Dan itu sudah dibuktikan era keemasan Islam beberapa abad lalu, yang berhasil menancapkan dasar-dasar ilmu pengetahuan dan teknologi modern. Bahkan, di masa kini, selain Turki, Iran berhasil menjadikan dirinya sebagai negara yang diperhitungkan negara-negara pemegang supremasi dunia modern. Dan itu, karena Iran berhasil memelihara spirit keilmuan (science) yang ada dalam agama (Islam), berhasil melahirkan teknologi kelas dunia.
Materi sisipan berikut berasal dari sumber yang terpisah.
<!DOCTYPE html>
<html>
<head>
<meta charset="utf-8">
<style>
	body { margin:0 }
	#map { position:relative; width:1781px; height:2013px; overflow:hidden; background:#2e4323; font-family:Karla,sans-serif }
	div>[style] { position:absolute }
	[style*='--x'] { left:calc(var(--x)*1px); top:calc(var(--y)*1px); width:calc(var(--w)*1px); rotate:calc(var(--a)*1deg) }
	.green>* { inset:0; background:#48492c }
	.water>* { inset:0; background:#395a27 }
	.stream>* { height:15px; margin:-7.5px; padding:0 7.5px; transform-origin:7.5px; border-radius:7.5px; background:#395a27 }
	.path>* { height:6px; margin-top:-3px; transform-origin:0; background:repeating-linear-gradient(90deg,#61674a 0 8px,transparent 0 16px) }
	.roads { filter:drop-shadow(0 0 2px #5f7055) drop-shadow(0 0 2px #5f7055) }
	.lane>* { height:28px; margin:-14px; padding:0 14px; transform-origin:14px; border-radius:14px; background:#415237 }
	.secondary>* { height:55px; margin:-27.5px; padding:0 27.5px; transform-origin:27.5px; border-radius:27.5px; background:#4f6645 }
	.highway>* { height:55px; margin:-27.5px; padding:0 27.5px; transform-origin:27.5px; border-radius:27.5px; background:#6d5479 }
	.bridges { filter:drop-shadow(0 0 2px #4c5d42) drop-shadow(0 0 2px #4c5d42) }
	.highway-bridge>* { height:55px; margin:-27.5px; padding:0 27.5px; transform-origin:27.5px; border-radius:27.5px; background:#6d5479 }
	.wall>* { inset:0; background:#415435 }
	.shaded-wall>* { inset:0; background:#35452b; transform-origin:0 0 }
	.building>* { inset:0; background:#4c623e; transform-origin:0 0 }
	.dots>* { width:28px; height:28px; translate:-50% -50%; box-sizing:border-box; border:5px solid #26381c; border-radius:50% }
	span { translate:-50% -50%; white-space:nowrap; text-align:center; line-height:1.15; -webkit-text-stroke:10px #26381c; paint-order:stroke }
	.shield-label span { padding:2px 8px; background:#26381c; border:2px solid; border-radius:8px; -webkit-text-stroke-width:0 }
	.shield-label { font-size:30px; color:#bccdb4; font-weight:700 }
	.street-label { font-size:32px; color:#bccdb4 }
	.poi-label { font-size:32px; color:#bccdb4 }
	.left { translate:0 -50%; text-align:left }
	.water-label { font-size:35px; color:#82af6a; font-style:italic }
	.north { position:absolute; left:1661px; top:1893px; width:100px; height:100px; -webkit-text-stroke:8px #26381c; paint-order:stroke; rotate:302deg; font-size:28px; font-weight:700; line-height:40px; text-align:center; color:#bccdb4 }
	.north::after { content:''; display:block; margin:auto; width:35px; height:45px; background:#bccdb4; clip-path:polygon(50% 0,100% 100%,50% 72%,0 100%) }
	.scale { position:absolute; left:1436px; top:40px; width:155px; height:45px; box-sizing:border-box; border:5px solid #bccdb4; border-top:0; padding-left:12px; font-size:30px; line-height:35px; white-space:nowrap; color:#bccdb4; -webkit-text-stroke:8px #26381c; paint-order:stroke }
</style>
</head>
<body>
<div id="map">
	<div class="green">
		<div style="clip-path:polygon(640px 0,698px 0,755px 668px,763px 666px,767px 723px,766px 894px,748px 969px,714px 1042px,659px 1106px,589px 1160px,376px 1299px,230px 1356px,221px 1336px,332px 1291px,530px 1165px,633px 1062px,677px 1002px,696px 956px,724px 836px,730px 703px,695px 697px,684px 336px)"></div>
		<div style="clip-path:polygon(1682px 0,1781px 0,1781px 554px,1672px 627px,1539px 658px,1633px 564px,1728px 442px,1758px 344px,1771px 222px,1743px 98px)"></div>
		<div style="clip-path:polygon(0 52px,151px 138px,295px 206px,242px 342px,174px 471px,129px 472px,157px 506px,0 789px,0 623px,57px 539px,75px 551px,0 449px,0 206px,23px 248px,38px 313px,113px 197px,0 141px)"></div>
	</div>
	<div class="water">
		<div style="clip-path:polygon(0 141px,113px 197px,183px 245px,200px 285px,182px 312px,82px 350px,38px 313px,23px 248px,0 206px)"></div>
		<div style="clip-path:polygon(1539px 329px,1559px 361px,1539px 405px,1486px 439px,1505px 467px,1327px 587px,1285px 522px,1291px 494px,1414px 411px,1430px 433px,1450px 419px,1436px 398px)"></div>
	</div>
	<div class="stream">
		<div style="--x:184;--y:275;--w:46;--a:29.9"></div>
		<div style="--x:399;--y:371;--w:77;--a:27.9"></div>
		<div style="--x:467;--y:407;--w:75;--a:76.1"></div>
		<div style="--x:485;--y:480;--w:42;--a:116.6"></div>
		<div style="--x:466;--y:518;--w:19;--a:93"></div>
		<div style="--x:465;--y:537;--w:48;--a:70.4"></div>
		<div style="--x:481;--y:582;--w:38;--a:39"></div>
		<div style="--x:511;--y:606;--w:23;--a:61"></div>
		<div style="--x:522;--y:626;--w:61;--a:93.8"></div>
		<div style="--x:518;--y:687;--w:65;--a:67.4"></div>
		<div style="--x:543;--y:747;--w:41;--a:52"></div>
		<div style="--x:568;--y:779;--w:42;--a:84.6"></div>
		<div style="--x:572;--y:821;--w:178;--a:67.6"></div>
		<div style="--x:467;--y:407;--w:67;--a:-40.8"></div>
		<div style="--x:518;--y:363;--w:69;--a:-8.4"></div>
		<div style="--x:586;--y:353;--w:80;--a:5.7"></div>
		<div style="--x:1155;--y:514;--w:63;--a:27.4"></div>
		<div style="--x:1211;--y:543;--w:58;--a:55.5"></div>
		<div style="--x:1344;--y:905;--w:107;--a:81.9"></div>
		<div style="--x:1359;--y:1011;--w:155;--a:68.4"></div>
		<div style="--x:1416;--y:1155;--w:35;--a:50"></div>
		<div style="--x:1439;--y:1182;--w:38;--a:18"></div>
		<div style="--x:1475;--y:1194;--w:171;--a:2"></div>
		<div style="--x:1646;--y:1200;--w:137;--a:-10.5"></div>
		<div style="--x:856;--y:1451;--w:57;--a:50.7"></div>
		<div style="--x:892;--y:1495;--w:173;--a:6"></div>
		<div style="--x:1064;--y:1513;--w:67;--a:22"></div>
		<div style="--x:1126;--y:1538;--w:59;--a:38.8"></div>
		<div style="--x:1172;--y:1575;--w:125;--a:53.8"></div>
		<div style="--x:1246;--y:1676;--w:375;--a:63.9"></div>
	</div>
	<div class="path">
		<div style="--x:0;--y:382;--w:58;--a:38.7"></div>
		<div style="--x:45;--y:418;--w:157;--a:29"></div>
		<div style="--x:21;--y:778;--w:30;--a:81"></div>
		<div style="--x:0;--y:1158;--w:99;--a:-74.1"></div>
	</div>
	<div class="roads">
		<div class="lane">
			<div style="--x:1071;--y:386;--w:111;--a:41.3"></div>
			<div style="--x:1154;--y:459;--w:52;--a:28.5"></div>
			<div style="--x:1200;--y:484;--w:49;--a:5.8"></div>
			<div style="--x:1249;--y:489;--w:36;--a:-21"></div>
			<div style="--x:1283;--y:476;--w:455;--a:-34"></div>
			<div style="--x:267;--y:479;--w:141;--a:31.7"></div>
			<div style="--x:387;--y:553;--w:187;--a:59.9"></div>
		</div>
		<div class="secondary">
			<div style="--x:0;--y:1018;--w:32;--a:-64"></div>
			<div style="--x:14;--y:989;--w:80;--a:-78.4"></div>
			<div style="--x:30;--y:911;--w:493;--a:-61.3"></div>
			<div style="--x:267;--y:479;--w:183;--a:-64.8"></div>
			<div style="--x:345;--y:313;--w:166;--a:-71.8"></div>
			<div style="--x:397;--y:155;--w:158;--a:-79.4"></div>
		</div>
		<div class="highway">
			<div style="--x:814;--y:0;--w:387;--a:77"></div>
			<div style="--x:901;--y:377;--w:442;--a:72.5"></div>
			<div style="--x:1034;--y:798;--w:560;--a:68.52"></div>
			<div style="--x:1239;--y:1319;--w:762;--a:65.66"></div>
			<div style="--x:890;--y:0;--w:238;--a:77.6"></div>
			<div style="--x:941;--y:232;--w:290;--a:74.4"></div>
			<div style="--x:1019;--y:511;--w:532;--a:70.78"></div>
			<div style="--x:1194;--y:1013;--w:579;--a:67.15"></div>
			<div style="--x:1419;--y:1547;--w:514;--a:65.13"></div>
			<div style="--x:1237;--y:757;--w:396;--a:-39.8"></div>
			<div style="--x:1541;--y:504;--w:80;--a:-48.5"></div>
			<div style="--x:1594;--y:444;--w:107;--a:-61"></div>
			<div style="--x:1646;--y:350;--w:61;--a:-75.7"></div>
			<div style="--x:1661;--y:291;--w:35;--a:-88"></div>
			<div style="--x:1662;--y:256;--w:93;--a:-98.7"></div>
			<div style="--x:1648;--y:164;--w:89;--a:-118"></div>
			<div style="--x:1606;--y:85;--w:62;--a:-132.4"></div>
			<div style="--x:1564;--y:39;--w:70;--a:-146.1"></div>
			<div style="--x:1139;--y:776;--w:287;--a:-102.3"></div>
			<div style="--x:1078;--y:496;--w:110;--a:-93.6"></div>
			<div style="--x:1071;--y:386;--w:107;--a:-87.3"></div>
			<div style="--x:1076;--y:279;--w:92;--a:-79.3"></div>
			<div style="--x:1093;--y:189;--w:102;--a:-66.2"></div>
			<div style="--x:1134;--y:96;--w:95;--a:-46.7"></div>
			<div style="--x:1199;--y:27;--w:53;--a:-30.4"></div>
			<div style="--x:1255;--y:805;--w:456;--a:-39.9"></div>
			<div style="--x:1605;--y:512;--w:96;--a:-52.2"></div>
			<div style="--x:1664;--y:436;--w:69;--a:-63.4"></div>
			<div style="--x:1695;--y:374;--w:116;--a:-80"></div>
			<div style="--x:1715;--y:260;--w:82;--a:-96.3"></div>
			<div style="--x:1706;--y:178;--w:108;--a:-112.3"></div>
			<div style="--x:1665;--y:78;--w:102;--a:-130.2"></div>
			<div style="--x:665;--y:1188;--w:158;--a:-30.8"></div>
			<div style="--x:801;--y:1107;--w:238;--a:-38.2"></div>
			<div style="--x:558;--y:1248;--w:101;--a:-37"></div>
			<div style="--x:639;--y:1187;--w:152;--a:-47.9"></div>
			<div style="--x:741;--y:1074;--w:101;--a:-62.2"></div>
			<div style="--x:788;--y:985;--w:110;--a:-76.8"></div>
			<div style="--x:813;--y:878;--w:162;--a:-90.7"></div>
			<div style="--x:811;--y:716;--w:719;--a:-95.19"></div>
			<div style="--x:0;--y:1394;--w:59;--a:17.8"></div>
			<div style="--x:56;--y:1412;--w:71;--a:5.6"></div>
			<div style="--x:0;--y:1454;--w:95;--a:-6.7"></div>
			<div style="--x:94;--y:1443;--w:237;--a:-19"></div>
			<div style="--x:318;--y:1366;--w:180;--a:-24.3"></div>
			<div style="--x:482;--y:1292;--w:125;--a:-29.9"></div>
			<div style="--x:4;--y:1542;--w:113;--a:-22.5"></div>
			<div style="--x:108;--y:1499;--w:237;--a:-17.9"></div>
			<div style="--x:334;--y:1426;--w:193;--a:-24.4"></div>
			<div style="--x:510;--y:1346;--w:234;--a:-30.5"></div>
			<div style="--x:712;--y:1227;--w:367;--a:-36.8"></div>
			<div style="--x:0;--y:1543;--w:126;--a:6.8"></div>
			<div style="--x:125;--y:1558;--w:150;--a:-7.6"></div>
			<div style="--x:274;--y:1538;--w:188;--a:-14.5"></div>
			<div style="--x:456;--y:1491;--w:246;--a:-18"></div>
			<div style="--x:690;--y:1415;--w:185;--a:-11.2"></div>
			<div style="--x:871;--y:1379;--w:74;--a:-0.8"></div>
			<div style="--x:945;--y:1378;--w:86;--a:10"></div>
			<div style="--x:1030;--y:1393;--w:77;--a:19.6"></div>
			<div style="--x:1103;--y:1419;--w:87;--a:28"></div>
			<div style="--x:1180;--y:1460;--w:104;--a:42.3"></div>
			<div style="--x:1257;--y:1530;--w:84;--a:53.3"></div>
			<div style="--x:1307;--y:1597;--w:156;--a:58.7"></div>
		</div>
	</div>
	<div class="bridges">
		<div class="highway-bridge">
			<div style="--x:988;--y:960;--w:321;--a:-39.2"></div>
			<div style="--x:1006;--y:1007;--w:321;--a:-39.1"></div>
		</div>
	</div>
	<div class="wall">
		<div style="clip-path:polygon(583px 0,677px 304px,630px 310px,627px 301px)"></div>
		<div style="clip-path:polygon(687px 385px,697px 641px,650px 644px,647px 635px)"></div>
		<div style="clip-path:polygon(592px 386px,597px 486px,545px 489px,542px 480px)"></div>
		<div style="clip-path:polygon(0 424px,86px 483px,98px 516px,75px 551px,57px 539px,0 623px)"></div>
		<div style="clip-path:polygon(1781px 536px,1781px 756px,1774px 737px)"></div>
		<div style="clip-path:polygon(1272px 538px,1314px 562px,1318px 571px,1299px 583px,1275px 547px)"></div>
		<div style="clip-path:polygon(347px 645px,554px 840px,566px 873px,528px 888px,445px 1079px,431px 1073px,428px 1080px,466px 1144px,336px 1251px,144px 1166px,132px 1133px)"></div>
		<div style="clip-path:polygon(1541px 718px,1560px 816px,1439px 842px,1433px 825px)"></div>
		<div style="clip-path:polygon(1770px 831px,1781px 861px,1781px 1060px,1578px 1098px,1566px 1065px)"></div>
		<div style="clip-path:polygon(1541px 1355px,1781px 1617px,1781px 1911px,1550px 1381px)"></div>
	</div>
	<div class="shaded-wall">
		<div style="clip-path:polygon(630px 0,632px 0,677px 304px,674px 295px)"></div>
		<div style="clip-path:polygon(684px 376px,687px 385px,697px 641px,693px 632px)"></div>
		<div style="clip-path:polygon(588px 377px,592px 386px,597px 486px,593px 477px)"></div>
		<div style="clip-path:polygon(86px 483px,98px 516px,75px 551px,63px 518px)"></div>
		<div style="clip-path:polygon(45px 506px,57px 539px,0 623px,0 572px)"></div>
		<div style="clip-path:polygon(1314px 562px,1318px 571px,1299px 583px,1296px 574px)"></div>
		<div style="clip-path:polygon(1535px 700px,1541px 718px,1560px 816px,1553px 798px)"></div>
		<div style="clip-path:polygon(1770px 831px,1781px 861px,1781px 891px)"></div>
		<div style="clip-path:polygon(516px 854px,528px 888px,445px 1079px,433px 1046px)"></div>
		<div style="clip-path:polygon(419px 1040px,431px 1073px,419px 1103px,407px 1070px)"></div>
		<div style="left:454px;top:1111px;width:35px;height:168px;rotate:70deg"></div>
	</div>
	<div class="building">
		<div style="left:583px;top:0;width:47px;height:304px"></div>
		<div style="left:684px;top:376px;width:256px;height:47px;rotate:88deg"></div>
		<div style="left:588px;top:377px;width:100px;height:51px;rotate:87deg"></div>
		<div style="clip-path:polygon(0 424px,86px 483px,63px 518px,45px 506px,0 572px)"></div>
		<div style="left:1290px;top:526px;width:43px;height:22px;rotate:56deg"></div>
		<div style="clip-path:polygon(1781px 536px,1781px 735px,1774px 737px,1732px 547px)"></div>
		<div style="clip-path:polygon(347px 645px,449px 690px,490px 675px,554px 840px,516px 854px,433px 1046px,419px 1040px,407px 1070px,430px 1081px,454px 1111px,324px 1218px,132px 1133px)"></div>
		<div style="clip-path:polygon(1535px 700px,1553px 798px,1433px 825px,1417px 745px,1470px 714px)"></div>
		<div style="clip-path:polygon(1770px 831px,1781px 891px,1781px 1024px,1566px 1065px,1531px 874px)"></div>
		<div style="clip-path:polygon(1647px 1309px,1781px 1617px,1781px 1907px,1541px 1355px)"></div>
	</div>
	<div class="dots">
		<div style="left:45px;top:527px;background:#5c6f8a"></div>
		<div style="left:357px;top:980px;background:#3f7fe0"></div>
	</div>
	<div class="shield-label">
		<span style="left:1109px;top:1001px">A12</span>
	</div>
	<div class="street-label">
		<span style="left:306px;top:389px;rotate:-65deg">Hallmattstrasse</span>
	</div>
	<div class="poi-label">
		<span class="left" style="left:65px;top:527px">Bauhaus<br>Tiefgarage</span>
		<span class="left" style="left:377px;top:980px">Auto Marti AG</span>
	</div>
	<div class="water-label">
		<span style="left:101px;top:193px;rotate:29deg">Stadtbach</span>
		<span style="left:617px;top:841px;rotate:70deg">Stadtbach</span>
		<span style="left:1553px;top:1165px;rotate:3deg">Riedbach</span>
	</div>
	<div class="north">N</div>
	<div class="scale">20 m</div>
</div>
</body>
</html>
“Sejak dulu, dalam sejarahnya, Islam maju karena ditopang oleh penguasaannya terhadap ilmu pengetahuan. Kemajuan Islam tidak bisa dipisahkan dari kemajuan ilmu pengetahuan,” demikian kesimpulan yang bisa kita ambil dari sejarah.

Sains dan teknologi memang bukan satu-satunya ukuran bagi kemajuan sebuah negara atau bangsa. Tetapi kemajuan dan  kebesaran sebuah bangsa tak bisa dicapai tanpa sains dan teknologi.

Dan itu berlaku untuk Indonesia, negara muslim terbesar di dunia. Walau, faktanya, kemajuan sains dan teknologi negeri kita ini belum semaju Iran – bahkan Turki atau China. Dan itu, tak lepas dari kondisi pendidikan di Indonesia selama ini – khususnya pendidikan Islam. Lembaga pendidikan Islam yang menjadikan sains dan teknologi masih bisa dihitung dengan jari. Selain muatan ilmu-ilmu akhirat yang masih mendominasi, “pesantren modern”-pun belum mampu melahirkan ilmuwan-ilmuwan tangguh. Yang artinya juga belum mampu melahirkan teknologi kelas dunia.

Sementara itu, pendidikan secara umum pun masih jauh dari ideal. Kita masih memiliki sejumlah persoalan. Mulai minimnya akses terhadap pendidikan, rendahnya tingkat pengetahuan dan ekonomi masyarakat, sampai minimnya jumlah guru dan sarana pendidikan di beberapa wilayah – termasuk dan terutama di wilayah perbatasan. Sehingga, ketimpangan sektor pendidikan antar wilayah pun terbilang tinggi. Termasuk tingginya angka putus sekolah, khususnya sekolah dasar dan menengah, serta kurangnya kesejahteraan tenaga pengajar.

Karenanya, cukup ideal bila kami mencita-citakan pembangunan sebuah lembaga pendidikan Islam yang tidak saja unggul dalam ilmu-ilmu dasar ke-Islam-an, tapi juga unggul dalam penguasaan ilmu pengetahuan dan teknologi, serta berlokasi di kawasan perbatasan yang notabene kawasan/daerah tertinggal. Dengan itu, selain harga lahan yang relatif masih luas dan murah, pemerataan pendidikan pun bisa diwujudkan. Bahkan, diharapkan, lembaga pendidikan ini bisa menjadi salah satu faktor pendorong pengembangan dan kemajuan di wilayah tersebut.


Visi:

Menjadi lembaga pendidikan Islam terkemuka yang mengedepankan penguasaan ilmu dan teknologi selain ilmu-ilmu dasar ke-Islam-an serta wawasan kebangsaan.

 

Misi:

  • Mengajarkan ilmu pengetahuan agama berbasis kitab-kitab klasik karya ulama Nusantara dan atau kitab-kitab yang lazim diajarkan di pesantren-pesantren tradisional. 
  • Membentuk generasi yang memiliki kemampuan mencipta dan memahami serta menguasai kemajuan teknologi sekaligus berakhlak mulia, tawasuth (moderat), tawazun (seimbang), dan taa’dul (berlaku adil).
  • Mengembangkan potensi manusia Indonesia melalui proses pendidikan yang terus menerus agar lahir generasi yang sehat jasmani, luhur budi, luas pengetahuan, mandiri, dan berkhidmat pada masyarakat.